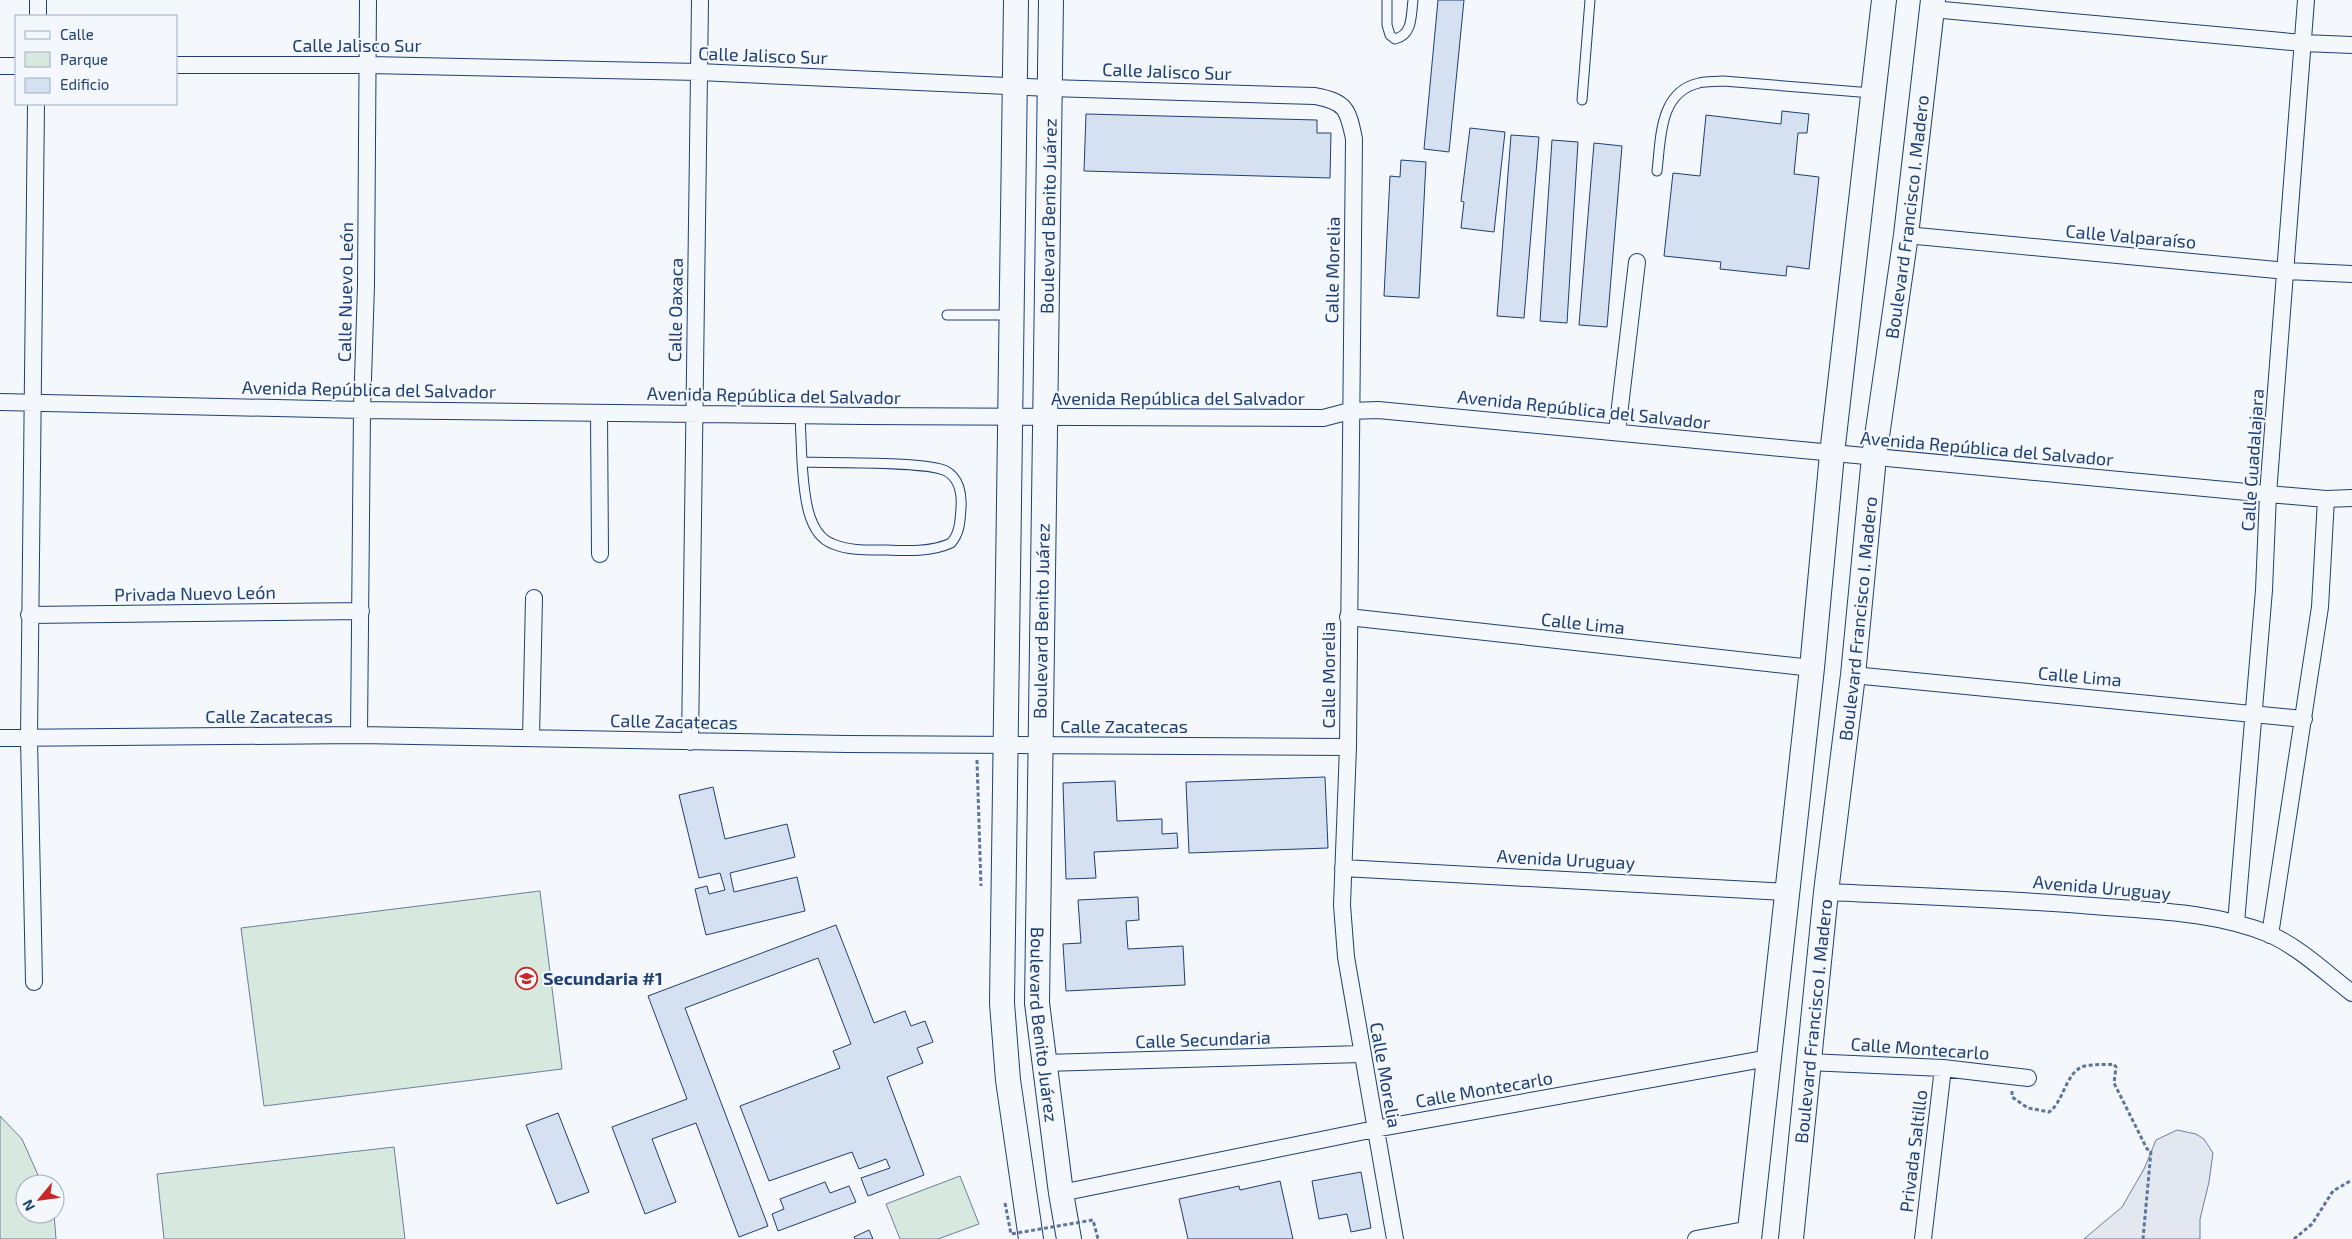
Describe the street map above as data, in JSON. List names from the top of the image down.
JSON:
{
  "streets": {
    "main road": ["Boulevard Benito Juárez", "Boulevard Francisco I. Madero"],
    "street": [
      "Calle Jalisco Sur",
      "Calle Valparaíso",
      "Calle Morelia",
      "Calle Nuevo León",
      "Calle Oaxaca",
      "Avenida República del Salvador",
      "Calle Guadalajara",
      "Privada Nuevo León",
      "Calle Lima",
      "Calle Zacatecas",
      "Avenida Uruguay",
      "Calle Secundaria",
      "Calle Montecarlo",
      "Privada Saltillo"
    ]
  },
  "crossings": [
    ["Calle Jalisco Sur", "Boulevard Benito Juárez"],
    ["Calle Jalisco Sur", "Calle Morelia"],
    ["Calle Jalisco Sur", "Calle Nuevo León"],
    ["Calle Jalisco Sur", "Calle Oaxaca"],
    ["Boulevard Benito Juárez", "Avenida República del Salvador"],
    ["Boulevard Benito Juárez", "Calle Zacatecas"],
    ["Boulevard Benito Juárez", "Calle Secundaria"],
    ["Boulevard Benito Juárez", "Calle Montecarlo"],
    ["Boulevard Francisco I. Madero", "Calle Valparaíso"],
    ["Boulevard Francisco I. Madero", "Avenida República del Salvador"],
    ["Boulevard Francisco I. Madero", "Calle Lima"],
    ["Boulevard Francisco I. Madero", "Avenida Uruguay"],
    ["Boulevard Francisco I. Madero", "Calle Montecarlo"],
    ["Calle Valparaíso", "Calle Guadalajara"],
    ["Calle Morelia", "Avenida República del Salvador"],
    ["Calle Morelia", "Calle Lima"],
    ["Calle Morelia", "Calle Zacatecas"],
    ["Calle Morelia", "Avenida Uruguay"],
    ["Calle Morelia", "Calle Secundaria"],
    ["Calle Morelia", "Calle Montecarlo"],
    ["Calle Nuevo León", "Avenida República del Salvador"],
    ["Calle Nuevo León", "Privada Nuevo León"],
    ["Calle Nuevo León", "Calle Zacatecas"],
    ["Calle Oaxaca", "Avenida República del Salvador"],
    ["Calle Oaxaca", "Calle Zacatecas"],
    ["Avenida República del Salvador", "Calle Guadalajara"],
    ["Calle Guadalajara", "Calle Lima"],
    ["Calle Guadalajara", "Avenida Uruguay"],
    ["Calle Montecarlo", "Privada Saltillo"]
  ],
  "places": {
    "school or university": ["Secundaria #1"]
  },
  "legend": ["Calle", "Parque", "Edificio"],
  "north": "bottom left"
}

┄┄┄┄┄┄┄┄┄┄

Work item. Please return every record above exactly, but leave out the pictures.

Exercise output.
Describe the street map above as data, in JSON. List names from the top of the image down.
JSON:
{
  "streets": {
    "main road": ["Boulevard Benito Juárez", "Boulevard Francisco I. Madero"],
    "street": [
      "Calle Jalisco Sur",
      "Calle Valparaíso",
      "Calle Morelia",
      "Calle Nuevo León",
      "Calle Oaxaca",
      "Avenida República del Salvador",
      "Calle Guadalajara",
      "Privada Nuevo León",
      "Calle Lima",
      "Calle Zacatecas",
      "Avenida Uruguay",
      "Calle Secundaria",
      "Calle Montecarlo",
      "Privada Saltillo"
    ]
  },
  "crossings": [
    ["Calle Jalisco Sur", "Boulevard Benito Juárez"],
    ["Calle Jalisco Sur", "Calle Morelia"],
    ["Calle Jalisco Sur", "Calle Nuevo León"],
    ["Calle Jalisco Sur", "Calle Oaxaca"],
    ["Boulevard Benito Juárez", "Avenida República del Salvador"],
    ["Boulevard Benito Juárez", "Calle Zacatecas"],
    ["Boulevard Benito Juárez", "Calle Secundaria"],
    ["Boulevard Benito Juárez", "Calle Montecarlo"],
    ["Boulevard Francisco I. Madero", "Calle Valparaíso"],
    ["Boulevard Francisco I. Madero", "Avenida República del Salvador"],
    ["Boulevard Francisco I. Madero", "Calle Lima"],
    ["Boulevard Francisco I. Madero", "Avenida Uruguay"],
    ["Boulevard Francisco I. Madero", "Calle Montecarlo"],
    ["Calle Valparaíso", "Calle Guadalajara"],
    ["Calle Morelia", "Avenida República del Salvador"],
    ["Calle Morelia", "Calle Lima"],
    ["Calle Morelia", "Calle Zacatecas"],
    ["Calle Morelia", "Avenida Uruguay"],
    ["Calle Morelia", "Calle Secundaria"],
    ["Calle Morelia", "Calle Montecarlo"],
    ["Calle Nuevo León", "Avenida República del Salvador"],
    ["Calle Nuevo León", "Privada Nuevo León"],
    ["Calle Nuevo León", "Calle Zacatecas"],
    ["Calle Oaxaca", "Avenida República del Salvador"],
    ["Calle Oaxaca", "Calle Zacatecas"],
    ["Avenida República del Salvador", "Calle Guadalajara"],
    ["Calle Guadalajara", "Calle Lima"],
    ["Calle Guadalajara", "Avenida Uruguay"],
    ["Calle Montecarlo", "Privada Saltillo"]
  ],
  "places": {
    "school or university": ["Secundaria #1"]
  },
  "legend": ["Calle", "Parque", "Edificio"],
  "north": "bottom left"
}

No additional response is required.